|
|
|
She was... ephemeral. Numbers of lovers haven't been able to explain, though they've tried. Believe me, their fumbling hands have tried to define and defile the beauty. Nobody could describe it, but some have dared to try. They've said she's quirky. Bubbly. Off-beat. They would all be wrong. She didn't try too hard, which appealed to all of the sexes. She had an endearing lopsided smile, that always touched my heart. It made me want more of it. It could be compared to the Mona Lisa's smile, not in it's mysterious beauty, but in the everlasting quality of the open and fresh grin. Wanting to take on the world. She had ideals, she had a goal, and she knew how she'd succeed. With a laugh and a flip of the hair, a comforting pat, a weekend away. She could make laundry seem like a race for survival. I remember when I met her. The clothing she was wearing could have placed her at #10 on a worst-dressed list if it hadn't been for that smile, her hair in a messy bun, the way her shining face made you want to be with her. Made you want to be her, if you weren't male and in your twenties yet still hormonal, and if she wasn't so pure. Wholesome. You could bring her home to mother, but at night, in between the sheets, tossing and turning hotly, she wasn't the same woman. We'd travel all over in this beat up mustard coloured Volvo, which I think she bought off a friend for $200. She wouldn't change for days on end, saying that that ONE shirt defined her entire life with you. With me. She made me feel like a king, she made me feel like a jester, she made me feel like a worthless peasant, and she was always queen. She was queen of everyone's hearts until that one day. She was late... she was late for something. Cello concert, likely. Or another 'philanthropic endeavour' as she would call them. Taking from the rich (herself) to give to the poor (orphans, of course.) I wish I could say she made it... I got the call late at night. She'd been dead hours before they found her, in the wreckage of the old mustard coloured Volvo. I'll always miss her.

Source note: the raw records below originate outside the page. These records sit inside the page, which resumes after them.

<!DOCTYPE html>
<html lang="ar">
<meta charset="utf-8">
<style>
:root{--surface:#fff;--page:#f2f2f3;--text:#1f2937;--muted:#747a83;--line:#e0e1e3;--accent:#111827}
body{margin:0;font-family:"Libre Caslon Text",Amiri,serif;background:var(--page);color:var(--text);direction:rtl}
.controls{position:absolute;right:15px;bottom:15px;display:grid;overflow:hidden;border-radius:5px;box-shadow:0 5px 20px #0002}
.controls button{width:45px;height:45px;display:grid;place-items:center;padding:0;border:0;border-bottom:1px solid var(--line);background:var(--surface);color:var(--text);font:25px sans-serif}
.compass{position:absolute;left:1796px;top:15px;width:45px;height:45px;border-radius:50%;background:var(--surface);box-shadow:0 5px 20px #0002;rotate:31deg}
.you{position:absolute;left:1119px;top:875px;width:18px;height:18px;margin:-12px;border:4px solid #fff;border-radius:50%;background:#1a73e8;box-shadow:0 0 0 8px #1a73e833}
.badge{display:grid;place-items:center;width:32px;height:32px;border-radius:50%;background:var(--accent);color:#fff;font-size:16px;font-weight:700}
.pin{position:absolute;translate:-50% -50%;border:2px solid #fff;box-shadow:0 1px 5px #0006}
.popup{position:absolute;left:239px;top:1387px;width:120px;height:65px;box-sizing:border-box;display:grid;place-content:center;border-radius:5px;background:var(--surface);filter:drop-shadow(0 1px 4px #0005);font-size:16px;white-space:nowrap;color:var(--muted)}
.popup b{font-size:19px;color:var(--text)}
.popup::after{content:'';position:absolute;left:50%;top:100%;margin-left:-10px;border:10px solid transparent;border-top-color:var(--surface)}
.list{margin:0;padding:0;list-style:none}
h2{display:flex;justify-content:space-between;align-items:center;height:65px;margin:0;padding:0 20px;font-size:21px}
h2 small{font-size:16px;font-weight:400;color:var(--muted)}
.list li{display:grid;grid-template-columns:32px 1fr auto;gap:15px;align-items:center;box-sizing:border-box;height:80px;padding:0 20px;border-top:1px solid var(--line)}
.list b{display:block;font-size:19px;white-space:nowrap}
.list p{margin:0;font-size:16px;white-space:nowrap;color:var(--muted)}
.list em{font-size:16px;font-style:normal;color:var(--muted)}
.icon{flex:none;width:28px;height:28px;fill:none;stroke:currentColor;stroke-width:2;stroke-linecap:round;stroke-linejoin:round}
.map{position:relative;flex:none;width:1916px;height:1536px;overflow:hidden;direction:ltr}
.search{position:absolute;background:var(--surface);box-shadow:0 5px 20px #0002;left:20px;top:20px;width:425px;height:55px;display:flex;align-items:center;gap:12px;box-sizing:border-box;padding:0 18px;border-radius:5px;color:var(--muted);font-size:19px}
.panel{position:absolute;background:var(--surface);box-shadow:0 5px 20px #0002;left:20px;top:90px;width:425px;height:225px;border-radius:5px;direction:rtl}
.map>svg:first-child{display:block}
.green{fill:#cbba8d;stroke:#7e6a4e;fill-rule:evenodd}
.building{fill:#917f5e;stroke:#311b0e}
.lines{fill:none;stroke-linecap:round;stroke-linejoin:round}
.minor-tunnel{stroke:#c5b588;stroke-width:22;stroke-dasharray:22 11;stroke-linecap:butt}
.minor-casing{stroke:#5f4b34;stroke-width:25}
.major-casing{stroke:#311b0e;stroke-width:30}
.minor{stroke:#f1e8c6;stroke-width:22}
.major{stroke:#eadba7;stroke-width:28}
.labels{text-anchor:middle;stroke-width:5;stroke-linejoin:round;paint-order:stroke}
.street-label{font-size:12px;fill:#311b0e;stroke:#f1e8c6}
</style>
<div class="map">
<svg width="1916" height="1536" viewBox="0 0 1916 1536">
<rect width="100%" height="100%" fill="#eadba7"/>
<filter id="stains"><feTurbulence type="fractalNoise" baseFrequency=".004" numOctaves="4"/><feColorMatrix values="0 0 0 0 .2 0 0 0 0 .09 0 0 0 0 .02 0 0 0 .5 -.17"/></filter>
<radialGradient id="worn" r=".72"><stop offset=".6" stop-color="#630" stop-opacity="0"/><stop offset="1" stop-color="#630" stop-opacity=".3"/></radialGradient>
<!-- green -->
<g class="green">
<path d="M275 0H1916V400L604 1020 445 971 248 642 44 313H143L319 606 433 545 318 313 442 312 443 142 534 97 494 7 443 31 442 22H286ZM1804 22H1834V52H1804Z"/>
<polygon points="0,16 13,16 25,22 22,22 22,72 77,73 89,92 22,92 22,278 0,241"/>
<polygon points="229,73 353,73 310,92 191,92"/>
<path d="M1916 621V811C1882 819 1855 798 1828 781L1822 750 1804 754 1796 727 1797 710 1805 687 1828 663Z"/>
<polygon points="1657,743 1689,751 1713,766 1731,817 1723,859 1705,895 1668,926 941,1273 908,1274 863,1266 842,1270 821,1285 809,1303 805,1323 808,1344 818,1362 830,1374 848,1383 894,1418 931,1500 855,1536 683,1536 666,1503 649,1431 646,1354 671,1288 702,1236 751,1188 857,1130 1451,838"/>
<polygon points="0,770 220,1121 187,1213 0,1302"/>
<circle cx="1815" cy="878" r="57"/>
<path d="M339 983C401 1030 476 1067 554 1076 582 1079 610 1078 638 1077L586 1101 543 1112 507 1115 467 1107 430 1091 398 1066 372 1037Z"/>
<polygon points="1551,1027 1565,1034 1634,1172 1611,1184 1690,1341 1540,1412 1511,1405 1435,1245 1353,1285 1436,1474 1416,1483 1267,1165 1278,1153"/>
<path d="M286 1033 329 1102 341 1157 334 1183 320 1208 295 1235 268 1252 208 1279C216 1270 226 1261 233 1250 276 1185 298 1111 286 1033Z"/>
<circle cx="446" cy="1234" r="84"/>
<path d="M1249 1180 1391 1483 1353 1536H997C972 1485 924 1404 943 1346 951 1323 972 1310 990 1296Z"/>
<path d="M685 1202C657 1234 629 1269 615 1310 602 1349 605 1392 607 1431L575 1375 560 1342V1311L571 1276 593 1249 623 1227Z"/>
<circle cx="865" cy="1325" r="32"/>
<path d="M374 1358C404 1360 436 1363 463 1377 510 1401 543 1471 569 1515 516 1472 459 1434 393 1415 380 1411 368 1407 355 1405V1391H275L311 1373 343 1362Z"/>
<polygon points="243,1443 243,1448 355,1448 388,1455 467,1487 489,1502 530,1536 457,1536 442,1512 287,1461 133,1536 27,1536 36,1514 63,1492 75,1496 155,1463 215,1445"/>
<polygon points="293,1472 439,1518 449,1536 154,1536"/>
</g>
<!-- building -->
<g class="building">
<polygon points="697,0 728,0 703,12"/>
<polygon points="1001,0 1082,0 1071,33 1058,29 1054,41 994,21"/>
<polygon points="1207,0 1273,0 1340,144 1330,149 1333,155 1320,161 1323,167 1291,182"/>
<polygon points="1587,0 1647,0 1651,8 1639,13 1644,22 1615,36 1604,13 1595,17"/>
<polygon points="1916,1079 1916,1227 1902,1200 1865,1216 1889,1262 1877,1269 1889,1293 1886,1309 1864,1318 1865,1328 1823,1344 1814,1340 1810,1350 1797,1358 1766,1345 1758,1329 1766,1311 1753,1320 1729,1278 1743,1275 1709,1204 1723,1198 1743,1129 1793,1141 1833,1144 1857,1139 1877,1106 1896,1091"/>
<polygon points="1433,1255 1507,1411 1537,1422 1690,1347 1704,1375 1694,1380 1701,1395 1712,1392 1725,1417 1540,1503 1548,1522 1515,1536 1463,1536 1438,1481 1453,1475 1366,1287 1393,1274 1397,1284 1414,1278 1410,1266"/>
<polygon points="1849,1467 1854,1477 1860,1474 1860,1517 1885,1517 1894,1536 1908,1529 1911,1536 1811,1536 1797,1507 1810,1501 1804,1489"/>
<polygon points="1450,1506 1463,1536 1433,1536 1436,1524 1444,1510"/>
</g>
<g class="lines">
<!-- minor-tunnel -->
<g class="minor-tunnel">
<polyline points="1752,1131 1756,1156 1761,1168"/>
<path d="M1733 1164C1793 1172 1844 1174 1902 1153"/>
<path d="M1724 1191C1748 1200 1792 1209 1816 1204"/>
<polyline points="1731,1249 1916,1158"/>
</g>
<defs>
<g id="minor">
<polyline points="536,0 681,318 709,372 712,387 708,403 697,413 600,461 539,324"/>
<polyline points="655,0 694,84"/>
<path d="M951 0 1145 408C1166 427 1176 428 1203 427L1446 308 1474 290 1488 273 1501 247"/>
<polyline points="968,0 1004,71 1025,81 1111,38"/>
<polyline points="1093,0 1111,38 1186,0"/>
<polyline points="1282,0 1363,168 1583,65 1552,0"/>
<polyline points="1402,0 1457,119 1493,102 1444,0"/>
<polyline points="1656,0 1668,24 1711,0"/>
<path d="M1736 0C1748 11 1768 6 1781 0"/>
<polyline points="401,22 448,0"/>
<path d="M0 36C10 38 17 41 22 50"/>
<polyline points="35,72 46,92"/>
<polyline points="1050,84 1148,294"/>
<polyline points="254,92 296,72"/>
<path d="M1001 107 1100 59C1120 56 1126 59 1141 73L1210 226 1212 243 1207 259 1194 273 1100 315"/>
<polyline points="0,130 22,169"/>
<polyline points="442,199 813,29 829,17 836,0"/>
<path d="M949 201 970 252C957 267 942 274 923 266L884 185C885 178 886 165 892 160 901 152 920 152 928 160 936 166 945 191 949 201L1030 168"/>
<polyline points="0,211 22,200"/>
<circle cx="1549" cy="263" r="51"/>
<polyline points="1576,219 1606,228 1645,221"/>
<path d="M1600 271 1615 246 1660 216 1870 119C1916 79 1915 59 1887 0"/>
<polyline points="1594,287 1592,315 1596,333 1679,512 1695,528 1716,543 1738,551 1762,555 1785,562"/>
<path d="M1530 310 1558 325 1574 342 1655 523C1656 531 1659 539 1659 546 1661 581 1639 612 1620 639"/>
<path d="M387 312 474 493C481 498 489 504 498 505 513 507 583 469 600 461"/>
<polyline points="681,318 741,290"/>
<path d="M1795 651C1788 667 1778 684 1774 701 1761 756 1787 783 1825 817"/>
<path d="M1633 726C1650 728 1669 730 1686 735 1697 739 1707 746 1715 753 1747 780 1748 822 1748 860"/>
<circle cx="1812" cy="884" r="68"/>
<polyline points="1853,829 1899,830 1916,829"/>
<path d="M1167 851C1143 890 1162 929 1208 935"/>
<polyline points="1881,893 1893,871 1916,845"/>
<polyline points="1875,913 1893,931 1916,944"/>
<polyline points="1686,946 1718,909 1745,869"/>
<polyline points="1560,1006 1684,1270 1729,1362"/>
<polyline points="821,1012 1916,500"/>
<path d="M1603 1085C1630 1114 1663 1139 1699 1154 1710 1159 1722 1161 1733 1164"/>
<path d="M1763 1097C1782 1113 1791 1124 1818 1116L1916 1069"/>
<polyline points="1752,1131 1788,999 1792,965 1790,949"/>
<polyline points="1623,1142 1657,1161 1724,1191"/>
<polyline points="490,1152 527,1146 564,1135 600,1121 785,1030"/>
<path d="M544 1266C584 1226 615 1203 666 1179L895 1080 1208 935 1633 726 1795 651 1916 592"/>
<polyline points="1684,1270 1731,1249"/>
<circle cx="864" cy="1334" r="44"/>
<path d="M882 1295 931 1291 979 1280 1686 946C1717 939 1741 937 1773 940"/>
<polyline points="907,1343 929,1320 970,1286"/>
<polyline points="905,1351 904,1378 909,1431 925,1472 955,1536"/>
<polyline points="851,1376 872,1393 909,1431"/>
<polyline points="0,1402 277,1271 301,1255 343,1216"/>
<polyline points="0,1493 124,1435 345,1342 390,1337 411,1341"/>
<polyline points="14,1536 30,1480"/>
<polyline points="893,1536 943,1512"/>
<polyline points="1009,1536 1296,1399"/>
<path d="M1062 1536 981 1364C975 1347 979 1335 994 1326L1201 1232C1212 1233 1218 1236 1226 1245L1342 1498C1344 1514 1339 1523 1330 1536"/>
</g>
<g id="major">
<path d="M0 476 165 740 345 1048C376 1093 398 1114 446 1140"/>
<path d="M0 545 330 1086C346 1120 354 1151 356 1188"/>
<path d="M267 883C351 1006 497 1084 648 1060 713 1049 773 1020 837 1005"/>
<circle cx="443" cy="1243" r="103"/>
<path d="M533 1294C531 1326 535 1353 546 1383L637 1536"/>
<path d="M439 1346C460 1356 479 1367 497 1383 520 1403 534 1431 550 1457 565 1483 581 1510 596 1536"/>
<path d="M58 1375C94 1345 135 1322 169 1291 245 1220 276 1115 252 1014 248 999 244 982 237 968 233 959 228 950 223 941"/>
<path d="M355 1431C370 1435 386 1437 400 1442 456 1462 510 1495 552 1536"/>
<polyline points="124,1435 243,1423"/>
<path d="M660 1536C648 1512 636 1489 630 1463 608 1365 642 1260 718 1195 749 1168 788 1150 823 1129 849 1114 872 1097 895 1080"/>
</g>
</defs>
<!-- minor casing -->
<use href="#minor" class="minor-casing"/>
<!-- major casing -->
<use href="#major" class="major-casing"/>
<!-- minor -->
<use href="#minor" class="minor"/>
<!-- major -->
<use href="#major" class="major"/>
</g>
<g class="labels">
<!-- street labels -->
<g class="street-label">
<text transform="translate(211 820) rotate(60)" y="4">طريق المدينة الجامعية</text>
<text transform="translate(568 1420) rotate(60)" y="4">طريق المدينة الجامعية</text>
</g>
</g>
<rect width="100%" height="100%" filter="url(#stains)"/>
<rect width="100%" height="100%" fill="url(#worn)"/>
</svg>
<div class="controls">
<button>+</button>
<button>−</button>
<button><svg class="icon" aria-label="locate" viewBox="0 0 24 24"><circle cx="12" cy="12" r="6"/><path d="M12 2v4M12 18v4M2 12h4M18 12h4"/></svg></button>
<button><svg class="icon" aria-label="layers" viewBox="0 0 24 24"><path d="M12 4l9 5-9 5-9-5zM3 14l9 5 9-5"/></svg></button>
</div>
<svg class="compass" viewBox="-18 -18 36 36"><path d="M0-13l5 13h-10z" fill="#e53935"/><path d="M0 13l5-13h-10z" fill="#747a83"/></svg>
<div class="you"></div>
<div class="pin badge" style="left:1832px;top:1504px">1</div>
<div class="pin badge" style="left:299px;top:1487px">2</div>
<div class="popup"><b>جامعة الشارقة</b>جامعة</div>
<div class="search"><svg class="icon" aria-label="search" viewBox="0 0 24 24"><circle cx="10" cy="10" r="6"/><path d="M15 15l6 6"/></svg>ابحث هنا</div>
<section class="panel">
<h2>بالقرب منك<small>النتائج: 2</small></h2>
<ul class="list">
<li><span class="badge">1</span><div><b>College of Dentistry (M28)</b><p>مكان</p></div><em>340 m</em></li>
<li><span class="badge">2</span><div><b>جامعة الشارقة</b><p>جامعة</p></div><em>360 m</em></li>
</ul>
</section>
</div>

I still believe there's some magic in her... some unconquerable part of her personality that lives on, that can't beat death. Every day I'm thankful she lived, thankful that she touched us all in this way. Nobody will forget her. Not her mother, her father, her college roomate, her high-school best friend, her kindergarten teacher, the old woman at the grocery store that she would chat with daily. Not me. I'll never forget. Goodbye Penny. I love you.